Dalam hal pengadaan kotak suara ini, sekurangnya ada tujuh jenis indikasi penyelewengan. Inti penyelewengan adalah adanya upaya rekayasa untuk memenangkan PT Survindo Indah Prestasi (SIP) dalam tender pengadaan kotak suara. Indikasi itu muncul dari rentetan temuan berikut: mulai dari adanya dugaan komitmen terselubung memenangkan PT SIP, rekayasa pelelangan, pelaksanaan prakualifikasi yang menyimpang dan manipulasi data prakualifikasi oleh SIP, penyusunan harga produk yang tak wajar, juga praktek SIP yang mensubkontrakkan semua pekerjaan utama kepada pihak ketiga. Dan tak kalah penting, BPK menemukan adanya aliran dana dari PT SIP kepada sekretaris panitia tender, R.M. Purba, sebesar Rp 125 juta, dan juga ada aliran kepada wartawan senilai Rp 75 juta. Masih pula ada biaya yang dikeluarkan SIP untuk meng-entertain KPU. Penyimpangan terakhir adalah adanya tambahan biaya akibat pengalihan pekerjaan dari SIP (yang ternyata tidak mampu melaksanakan pembuatan kotak suara sesuai dengan jadwal dalam kontrak) kepada dua perusahaan lainnya.

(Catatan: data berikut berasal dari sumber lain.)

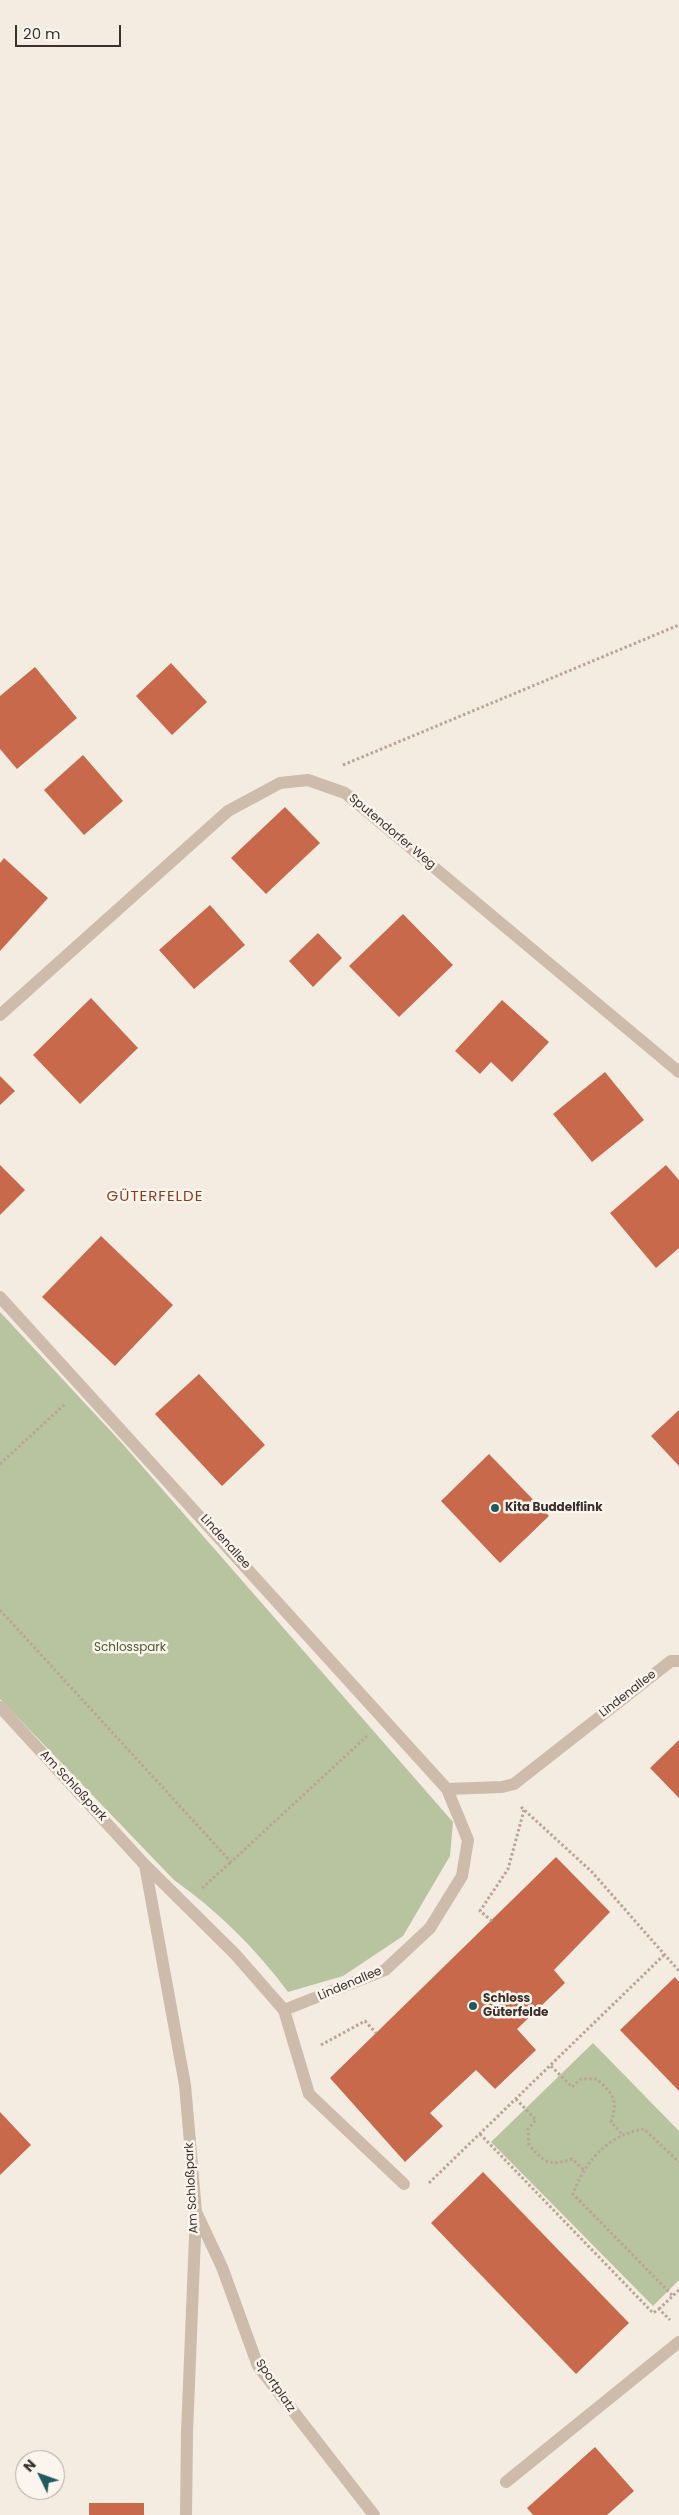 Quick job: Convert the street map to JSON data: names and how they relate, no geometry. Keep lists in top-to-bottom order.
{
  "streets": {
    "street": [
      "Sputendorfer Weg",
      "Lindenallee",
      "Am Schloßpark",
      "Sportplatz"
    ]
  },
  "crossings": [
    ["Lindenallee", "Am Schloßpark"],
    ["Am Schloßpark", "Sportplatz"]
  ],
  "districts": ["GÜTERFELDE"],
  "parks": ["Schlosspark"],
  "places": ["Kita Buddelflink", "Schloss Güterfelde"],
  "scale_bar": "20 m",
  "north": "top left"
}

Dugaan praktek kongkalikong lain juga disebut dalam laporan BPK. Misalnya PT Socrates Cipta Muara (SCM), sebuah perusahaan yang bergerak di bidang jasa pengadaan barang, sudah aktif mengajukan berbagai konsep kepada KPU, mulai dari bahan baku hingga pembiayaan, sejak masa persiapan. Guna memperbesar peluang, SCM kemudian menggandeng PT Surveyor Indonesia (SI) untuk bekerja sama dalam pembiayaan. Direktur Utama SI (waktu itu) Toga M. Sitompul juga ikut mengarahkan agar kerja sama dilakukan antara SCM dan SIP—yang merupakan perusahaan mitra kerja sama operasional (KSO) SI.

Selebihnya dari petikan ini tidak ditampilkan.